Kendall Helmstetter Gelner
how much money did you make from the Android app?
Roger Nolan
A: 

Here's something to consider - the number of Jailbroken iPhones is probably larger than the overall number of Android phones currently on the market.

If you can live within the confines of the App Store, you have a huge potential market (make sure to always allow for Touches for maximum reach).

But if you have an app that cannot live in the app store for some reason, there's always the Cydia market.

Why not do an app for both platforms and see how it goes on either? I'm not sure there's a one size fits all answer here, since the correct answer for any one person depends both on the app, and on personal philosophy.

Kendall Helmstetter Gelner
A: 

I have found the iPhone documentation to be more complete and the Cocoa Touch API more intuitive. Android is a bit of a mess. However at least I have the source code so I can spend hours tracing functions in order to understand an undocumented method. As the sarcasm implies this is both a blessing and a PITA.

Max Howell
True, but you can *use* that undocument method without getting your app rejected from the app store
Richard Szalay
A: 

There is one thing I find very frustrating and just learned this after putting my first android ap up on the marketplace recently.

First let me just say I'm not a fan of Apple at all. I'll most likely never buy another Apple product. I run only linux at my home (and windows at work) so constricting me with iTunes lost this customer.

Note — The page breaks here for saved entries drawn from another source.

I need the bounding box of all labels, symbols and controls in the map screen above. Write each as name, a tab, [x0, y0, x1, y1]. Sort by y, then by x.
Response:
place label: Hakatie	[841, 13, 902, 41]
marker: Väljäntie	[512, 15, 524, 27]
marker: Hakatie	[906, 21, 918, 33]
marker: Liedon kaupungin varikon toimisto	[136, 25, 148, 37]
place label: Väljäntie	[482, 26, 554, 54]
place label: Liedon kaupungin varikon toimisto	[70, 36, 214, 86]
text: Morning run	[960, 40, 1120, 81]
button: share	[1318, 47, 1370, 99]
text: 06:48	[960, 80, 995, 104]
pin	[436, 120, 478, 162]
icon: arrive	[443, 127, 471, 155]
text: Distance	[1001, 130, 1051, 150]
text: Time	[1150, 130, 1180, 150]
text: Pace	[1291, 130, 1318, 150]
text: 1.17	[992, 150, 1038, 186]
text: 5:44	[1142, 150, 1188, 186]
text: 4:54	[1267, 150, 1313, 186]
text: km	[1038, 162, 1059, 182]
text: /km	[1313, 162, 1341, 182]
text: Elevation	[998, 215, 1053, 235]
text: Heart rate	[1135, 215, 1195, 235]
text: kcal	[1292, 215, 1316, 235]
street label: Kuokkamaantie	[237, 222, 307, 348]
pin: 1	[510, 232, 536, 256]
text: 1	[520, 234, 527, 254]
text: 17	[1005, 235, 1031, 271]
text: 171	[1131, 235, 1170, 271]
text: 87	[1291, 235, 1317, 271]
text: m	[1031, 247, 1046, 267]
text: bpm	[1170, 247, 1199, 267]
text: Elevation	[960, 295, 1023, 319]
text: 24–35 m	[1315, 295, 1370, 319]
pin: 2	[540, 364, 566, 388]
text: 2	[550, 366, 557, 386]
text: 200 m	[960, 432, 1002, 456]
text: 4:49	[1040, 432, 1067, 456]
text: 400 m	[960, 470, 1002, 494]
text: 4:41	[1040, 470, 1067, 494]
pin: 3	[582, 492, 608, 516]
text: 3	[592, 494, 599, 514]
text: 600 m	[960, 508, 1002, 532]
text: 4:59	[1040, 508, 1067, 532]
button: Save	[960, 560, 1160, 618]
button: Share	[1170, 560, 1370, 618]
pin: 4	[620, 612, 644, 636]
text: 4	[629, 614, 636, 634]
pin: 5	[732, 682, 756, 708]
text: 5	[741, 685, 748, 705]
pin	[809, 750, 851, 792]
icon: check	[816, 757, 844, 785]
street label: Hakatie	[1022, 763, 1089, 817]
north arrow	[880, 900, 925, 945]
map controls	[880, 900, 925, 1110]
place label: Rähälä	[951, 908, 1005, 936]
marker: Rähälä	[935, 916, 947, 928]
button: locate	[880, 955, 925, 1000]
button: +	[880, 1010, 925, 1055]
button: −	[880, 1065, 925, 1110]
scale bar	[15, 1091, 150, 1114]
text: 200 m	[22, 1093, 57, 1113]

Having said that, I'm having force close issues with my new app on all devices other than the Moto Droid (which I'm deving on). This is extremely frustrating as I continue getting 1-2 stars on an app that I can't fix because I'm not going to buy like a 100 phones out there. My impression is the platform is not stable.

What I'm trying to say is that with Apple only having to dev on like 2 phones, the itouch and ipad means that eveyone is running close to the same platform. This is a HUGE plus.